ACTIVITY
Among the records below, determine how many lines have the word "lane" in them; output only the number.

-- GIVEN ENTRIES follows --

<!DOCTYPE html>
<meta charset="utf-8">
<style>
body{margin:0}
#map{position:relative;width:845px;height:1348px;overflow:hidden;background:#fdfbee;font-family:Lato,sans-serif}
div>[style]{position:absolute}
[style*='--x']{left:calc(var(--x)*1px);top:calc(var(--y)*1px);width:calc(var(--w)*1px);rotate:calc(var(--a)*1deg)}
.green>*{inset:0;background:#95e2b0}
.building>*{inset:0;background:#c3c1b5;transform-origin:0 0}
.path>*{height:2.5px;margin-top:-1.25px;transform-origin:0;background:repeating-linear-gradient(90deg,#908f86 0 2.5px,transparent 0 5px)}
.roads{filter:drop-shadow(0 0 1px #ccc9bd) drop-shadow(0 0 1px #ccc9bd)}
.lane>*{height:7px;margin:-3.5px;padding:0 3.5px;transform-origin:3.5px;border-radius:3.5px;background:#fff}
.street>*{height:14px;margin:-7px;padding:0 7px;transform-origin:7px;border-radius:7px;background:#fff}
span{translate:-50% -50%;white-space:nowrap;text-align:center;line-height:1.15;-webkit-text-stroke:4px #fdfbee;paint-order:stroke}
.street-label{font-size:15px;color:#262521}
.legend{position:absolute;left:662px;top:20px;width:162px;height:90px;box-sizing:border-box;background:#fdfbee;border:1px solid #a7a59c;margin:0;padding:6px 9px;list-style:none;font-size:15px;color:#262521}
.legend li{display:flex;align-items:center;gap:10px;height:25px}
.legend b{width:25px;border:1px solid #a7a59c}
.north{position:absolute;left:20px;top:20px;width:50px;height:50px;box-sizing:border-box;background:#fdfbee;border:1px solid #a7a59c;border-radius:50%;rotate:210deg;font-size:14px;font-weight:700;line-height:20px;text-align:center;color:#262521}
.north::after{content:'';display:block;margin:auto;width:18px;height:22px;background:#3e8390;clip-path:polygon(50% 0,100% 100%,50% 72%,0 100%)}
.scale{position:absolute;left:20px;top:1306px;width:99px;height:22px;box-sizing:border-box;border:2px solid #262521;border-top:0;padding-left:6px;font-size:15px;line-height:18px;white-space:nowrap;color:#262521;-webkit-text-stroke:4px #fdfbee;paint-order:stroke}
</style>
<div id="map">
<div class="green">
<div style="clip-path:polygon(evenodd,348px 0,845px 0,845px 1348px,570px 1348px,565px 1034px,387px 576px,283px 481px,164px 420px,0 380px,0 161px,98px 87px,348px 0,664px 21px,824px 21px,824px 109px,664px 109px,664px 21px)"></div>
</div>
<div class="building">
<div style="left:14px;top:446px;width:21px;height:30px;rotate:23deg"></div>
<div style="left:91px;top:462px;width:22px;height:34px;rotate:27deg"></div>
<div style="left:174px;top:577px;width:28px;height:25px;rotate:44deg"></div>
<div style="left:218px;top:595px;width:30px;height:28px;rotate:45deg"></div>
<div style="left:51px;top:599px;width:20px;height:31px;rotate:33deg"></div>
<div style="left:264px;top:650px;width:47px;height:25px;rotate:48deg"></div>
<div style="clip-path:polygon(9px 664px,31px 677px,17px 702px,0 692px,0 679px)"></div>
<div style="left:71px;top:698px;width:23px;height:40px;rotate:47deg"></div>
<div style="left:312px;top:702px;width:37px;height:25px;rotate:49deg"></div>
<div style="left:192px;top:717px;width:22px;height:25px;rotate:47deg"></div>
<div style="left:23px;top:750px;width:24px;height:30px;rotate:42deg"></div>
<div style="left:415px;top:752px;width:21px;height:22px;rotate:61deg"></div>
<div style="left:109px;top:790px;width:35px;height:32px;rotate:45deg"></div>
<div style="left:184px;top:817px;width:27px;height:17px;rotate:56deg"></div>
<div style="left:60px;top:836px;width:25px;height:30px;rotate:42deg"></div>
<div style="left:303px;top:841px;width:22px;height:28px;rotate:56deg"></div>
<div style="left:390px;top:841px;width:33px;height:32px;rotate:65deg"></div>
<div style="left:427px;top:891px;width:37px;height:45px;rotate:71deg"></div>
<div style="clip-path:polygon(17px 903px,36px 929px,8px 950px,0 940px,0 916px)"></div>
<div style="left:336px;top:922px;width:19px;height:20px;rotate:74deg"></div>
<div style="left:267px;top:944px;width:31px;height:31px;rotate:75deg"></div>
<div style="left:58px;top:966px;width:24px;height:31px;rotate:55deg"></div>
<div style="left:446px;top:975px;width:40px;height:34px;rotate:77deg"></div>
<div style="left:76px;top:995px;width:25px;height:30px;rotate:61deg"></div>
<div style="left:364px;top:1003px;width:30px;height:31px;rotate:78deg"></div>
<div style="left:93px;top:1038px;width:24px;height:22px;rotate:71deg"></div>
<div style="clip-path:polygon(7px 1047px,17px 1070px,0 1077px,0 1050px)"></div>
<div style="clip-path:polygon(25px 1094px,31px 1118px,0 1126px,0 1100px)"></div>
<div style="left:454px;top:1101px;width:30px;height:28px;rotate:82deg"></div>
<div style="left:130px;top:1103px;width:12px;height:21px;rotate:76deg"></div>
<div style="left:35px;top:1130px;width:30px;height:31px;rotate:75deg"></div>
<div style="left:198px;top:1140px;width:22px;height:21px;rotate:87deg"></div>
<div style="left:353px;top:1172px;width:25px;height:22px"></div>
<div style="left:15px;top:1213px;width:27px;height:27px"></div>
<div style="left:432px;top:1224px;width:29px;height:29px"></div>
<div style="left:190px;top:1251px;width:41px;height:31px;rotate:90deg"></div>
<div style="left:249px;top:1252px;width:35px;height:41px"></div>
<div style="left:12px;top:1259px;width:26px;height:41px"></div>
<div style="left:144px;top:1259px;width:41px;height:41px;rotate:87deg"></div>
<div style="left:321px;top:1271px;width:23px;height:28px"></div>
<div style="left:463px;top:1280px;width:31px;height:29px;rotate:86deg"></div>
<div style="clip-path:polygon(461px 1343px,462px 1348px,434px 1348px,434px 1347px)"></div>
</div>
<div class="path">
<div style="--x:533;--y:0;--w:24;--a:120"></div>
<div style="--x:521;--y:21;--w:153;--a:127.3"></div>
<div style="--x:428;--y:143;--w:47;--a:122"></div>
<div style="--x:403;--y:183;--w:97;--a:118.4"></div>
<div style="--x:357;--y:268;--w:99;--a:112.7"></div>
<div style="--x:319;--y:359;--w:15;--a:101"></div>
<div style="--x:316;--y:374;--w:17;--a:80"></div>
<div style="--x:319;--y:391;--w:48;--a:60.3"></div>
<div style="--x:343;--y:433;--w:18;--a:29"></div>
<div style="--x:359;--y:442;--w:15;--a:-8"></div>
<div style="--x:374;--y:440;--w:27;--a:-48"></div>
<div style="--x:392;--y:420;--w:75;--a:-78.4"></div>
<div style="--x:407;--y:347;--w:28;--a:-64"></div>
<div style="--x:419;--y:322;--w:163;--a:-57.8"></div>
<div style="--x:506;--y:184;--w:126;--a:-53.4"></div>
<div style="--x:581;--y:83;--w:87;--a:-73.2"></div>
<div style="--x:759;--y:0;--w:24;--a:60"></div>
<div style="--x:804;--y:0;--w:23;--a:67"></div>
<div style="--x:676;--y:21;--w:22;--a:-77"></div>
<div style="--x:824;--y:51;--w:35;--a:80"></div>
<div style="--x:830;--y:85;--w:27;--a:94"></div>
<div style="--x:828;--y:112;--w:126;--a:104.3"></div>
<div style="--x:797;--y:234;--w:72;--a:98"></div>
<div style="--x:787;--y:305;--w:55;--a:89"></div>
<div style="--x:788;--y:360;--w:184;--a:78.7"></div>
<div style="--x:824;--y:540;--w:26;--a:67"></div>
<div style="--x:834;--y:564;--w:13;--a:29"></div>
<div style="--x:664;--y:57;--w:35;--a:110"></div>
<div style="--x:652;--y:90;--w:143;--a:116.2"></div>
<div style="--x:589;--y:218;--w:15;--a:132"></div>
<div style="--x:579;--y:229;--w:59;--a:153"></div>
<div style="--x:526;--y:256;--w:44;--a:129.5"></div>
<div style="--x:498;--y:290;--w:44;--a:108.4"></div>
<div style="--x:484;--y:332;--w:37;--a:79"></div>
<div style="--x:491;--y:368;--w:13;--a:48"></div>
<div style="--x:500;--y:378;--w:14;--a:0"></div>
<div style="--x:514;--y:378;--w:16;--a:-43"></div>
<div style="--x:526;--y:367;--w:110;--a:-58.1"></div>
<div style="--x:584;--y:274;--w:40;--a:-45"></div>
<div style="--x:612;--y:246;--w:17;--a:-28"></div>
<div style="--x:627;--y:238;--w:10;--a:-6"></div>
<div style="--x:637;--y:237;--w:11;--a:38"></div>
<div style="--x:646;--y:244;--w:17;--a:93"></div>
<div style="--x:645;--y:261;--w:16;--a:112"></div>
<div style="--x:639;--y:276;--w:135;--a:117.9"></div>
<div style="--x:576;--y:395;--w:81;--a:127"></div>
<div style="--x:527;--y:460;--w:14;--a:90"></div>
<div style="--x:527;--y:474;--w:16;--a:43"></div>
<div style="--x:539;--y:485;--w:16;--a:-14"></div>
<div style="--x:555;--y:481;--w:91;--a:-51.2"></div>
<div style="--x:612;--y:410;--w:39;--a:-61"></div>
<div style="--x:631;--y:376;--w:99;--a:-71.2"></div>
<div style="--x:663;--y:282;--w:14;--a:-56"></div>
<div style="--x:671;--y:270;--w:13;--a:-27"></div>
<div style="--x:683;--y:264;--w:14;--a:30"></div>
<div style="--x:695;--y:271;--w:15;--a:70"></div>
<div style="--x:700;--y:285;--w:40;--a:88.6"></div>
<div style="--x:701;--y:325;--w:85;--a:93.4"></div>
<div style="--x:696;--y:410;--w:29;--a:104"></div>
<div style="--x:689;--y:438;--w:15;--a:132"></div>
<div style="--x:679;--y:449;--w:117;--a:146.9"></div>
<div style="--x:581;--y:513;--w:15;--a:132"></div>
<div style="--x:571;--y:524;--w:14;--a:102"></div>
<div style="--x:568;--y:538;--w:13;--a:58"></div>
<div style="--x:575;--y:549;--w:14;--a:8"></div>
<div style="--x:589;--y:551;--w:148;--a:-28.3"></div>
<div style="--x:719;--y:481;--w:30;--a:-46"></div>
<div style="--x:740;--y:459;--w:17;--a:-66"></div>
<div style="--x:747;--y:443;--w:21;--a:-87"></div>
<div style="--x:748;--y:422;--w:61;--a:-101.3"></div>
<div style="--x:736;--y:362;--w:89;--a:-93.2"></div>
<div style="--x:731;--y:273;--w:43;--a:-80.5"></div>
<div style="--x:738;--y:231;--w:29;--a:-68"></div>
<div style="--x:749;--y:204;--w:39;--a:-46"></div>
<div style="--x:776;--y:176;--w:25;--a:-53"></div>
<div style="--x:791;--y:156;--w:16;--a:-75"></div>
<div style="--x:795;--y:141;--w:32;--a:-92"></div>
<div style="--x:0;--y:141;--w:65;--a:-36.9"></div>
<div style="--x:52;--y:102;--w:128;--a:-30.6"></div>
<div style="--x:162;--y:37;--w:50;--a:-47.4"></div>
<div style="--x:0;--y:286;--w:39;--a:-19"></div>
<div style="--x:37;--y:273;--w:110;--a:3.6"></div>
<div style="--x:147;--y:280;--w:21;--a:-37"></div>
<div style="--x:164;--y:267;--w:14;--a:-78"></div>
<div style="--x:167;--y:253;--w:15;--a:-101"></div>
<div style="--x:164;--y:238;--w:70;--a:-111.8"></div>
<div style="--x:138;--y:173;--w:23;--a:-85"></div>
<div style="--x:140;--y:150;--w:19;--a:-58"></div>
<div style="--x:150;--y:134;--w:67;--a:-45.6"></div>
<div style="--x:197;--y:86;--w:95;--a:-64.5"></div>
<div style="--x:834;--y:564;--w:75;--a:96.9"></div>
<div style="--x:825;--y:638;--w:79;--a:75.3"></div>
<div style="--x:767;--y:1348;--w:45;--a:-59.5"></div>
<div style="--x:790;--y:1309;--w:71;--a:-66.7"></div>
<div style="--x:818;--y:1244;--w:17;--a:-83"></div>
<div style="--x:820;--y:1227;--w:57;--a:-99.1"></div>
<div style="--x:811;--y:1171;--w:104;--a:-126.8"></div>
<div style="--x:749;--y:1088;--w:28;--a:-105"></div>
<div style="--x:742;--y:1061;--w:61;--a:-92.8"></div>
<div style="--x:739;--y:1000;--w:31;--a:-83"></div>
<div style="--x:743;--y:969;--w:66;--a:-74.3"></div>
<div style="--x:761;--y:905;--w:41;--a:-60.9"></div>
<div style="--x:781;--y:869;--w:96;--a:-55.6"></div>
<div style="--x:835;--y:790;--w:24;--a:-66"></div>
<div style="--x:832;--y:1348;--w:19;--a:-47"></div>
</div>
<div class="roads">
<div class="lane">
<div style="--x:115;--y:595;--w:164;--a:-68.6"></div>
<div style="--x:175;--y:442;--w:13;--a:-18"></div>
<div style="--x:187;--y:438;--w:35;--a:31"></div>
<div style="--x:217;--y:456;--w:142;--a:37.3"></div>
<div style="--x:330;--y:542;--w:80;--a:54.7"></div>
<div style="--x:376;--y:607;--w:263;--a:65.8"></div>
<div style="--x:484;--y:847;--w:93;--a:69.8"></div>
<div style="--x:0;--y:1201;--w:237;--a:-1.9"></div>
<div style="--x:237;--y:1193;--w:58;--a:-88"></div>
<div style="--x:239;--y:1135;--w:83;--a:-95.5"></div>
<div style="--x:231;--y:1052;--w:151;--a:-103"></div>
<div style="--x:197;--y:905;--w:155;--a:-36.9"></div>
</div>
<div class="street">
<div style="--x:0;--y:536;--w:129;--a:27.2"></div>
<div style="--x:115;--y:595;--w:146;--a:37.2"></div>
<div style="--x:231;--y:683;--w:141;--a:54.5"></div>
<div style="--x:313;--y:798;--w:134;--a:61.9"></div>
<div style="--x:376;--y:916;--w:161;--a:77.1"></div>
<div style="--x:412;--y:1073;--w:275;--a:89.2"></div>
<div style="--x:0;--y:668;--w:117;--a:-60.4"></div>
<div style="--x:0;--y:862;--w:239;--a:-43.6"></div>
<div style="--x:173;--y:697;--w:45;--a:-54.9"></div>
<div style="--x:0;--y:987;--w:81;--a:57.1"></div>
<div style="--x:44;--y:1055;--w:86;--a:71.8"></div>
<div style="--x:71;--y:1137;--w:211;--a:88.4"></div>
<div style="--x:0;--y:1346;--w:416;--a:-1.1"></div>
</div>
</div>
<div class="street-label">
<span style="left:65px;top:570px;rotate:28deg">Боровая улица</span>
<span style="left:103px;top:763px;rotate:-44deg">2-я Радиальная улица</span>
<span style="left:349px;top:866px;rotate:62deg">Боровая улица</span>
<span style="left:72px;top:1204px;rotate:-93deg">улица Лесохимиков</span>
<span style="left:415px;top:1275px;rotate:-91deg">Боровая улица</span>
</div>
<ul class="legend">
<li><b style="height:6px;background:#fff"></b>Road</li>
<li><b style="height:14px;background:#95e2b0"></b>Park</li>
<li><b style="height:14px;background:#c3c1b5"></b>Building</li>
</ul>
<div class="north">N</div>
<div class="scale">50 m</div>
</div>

-- GIVEN ENTRIES concluded --

REPLY TO THE TASK
2